Tutti insieme a Porto Miggiano, davanti alla marina di Santa Cesarea Terme, per esprimere la propria contrarietà ad un parco eolico offshore nel mare del Salento. Presenti, ieri mattina, una folta rappresentanza del territorio salentino, con ventidue sindaci, consiglieri e assessori comunali, più varie associazioni ambientaliste ed esponenti politici di ogni fazione.
Presente, fra gli altri, una delegazione del Movimento regione Salento, fortemente contrario alla realizzazione di un parco eolico galleggiante. Il consigliere regionale Paolo Pagliaro (presidente del Movimento) ha già presentato un’interrogazione e una mozione per impegnare il governo regionale a prendere una posizione contro il mega impianto offshore.

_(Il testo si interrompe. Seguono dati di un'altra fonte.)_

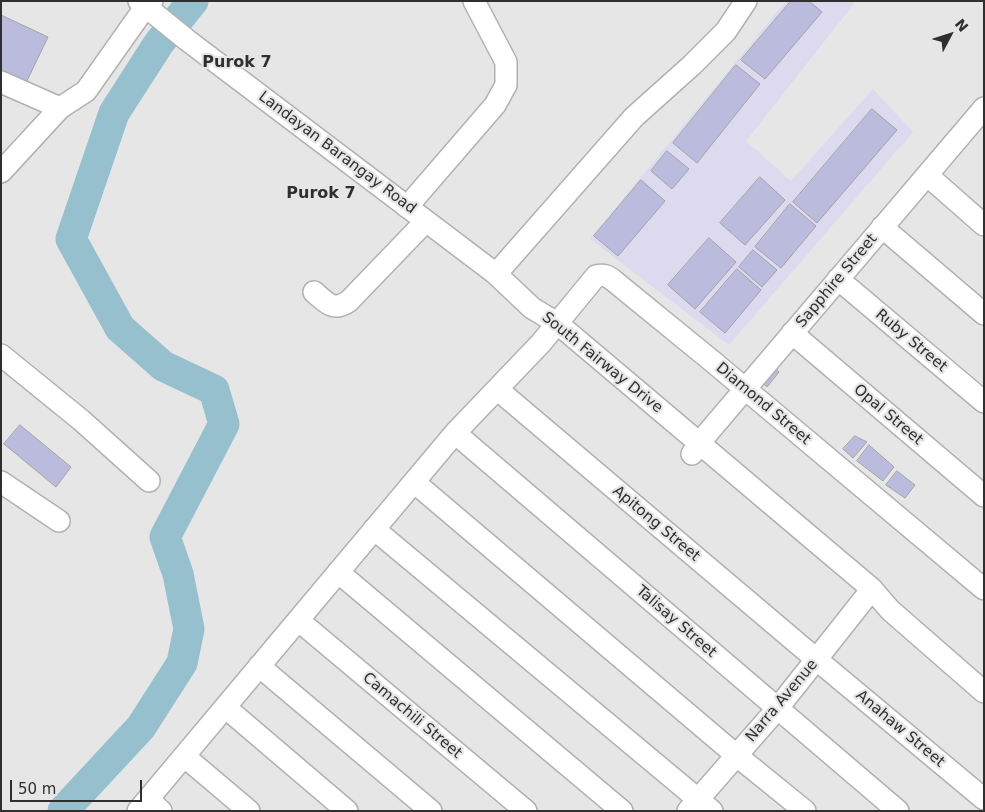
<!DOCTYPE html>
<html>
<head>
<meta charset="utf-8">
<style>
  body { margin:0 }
  #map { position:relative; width:985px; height:812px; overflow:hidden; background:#e6e6e7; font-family:"DejaVu Sans",sans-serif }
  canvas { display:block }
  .frame { position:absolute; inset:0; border:2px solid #2f2f30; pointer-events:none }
  .north { position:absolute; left:925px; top:10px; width:50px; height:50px; -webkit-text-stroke:4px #e6e6e7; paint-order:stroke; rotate:50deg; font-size:14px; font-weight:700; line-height:20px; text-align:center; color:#2f2f30 }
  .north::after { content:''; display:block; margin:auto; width:18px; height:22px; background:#2f2f30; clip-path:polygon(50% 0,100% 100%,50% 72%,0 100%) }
  .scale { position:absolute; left:10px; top:780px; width:132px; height:22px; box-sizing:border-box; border:2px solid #2f2f30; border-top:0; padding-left:6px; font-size:15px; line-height:18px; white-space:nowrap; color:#2f2f30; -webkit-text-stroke:4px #e6e6e7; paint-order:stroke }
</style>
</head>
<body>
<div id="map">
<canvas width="985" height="812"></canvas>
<div class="frame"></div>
<div class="north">N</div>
<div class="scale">50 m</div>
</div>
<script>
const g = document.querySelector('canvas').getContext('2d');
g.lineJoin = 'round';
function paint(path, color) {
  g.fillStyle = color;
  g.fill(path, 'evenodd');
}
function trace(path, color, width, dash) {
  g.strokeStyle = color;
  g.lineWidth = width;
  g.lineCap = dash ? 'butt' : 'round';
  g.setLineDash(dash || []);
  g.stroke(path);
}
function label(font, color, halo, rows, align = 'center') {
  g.font = font + ' "DejaVu Sans",sans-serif';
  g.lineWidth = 4.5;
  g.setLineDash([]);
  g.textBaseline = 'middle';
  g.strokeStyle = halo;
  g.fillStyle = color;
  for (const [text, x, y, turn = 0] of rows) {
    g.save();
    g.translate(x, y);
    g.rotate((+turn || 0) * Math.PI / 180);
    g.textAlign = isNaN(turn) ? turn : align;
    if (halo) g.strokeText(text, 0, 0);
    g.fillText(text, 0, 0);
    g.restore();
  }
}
const education = new Path2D(`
  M786 1H856L746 141 791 181 873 89 913 132 729 345 590 239Z`);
const river = new Path2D(`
  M63 811 141 727 182 663 189 629 178 574 165 537 224 424 214 390 163 366 120 328 71 239 114 113 159 43 193 1`);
const building = new Path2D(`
  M791 1H809L822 12 765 79 741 60Z
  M1 15 48 37 24 87 1 76Z
  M736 65 760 84 697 163 673 143Z
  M872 109 897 130 817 223 793 202Z
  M667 151 689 169 672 189 651 171Z
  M760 177 785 200 745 245 720 223Z
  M641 180 665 201 618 256 594 236Z
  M790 204 816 226 781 268 755 247Z
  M709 238 736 262 695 309 668 285Z
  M753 250 777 270 762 287 739 267Z
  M737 269 761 290 725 333 700 312Z
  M770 362 779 372 767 387 757 378Z
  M20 425 71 467 56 487 4 444Z
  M855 436 867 442 853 458 843 449Z
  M869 445 894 467 883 481 857 461Z
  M897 471 915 485 905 498 886 485Z`);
const minor = new Path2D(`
  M139 1 187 40 496 274 532 308 557 323 872 589 890 610 984 692
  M1 82 60 108
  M1 172 60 108 86 91 146 6 152 1
  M927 175 984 225
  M407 207 495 105 506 85V62L474 1
  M882 227 984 314
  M496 274 634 117 692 65 726 31 746 1
  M838 279 984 402
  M314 292C327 303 333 312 349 301L426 221
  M792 333 984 496
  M1 355 81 420 149 481
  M497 389 816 659 984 799
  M455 433 898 811
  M692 454 706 435 984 108
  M1 482 59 521
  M414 482 736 755 805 811
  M374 529 712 811
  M338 572 622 811
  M298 620 526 811
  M259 666 431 811
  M225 707 347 811
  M184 756 249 811
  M148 799 161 811
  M138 811 455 433 541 343 596 276C604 274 608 276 614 281L712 361 984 589
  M688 811 777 709 872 589`);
const streetNames = [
  ["Landayan Barangay Road",337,153,37],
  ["Sapphire Street",837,281,-50],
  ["Ruby Street",911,341,40],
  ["South Fairway Drive",602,363,39],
  ["Diamond Street",763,404,40],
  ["Opal Street",888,415,40],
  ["Apitong Street",656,524,40],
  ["Talisay Street",676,622,41],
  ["Narra Avenue",782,701,-50],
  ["Camachili Street",412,716,40],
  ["Anahaw Street",900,729,40]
];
const neighbourhoodNames = [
  ["Purok 7",237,63],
  ["Purok 7",321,194]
];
paint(education, '#ddd9ef');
trace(river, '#96c0ce', 31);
paint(building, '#bbd');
trace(building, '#a3a3a4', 1);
trace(minor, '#b1b1b2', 24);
trace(minor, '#fff', 21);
label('15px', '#2f2f30', '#e6e6e7', streetNames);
label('bold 16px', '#2f2f30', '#e6e6e7', neighbourhoodNames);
</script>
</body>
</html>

“Oggi è una bella giornata – ha commentato Pagliaro – perché ci ritroviamo uniti, siamo un esercito, siamo il partito del Salento unito che va oltre le ideologie e si ritrova sui temi importanti. E siamo qui per dire no a quello che potrebbe diventare l’ennesimo scempio ambientale ai danni di questa terra stanca di essere deturpata e sfruttata. Grande assente il Parlamento e la Regione sonnecchia, ma ci batteremo perché questo non sia un nuovo caso Tap, per questo diciamo che è solo l’inizio della nostra battaglia”.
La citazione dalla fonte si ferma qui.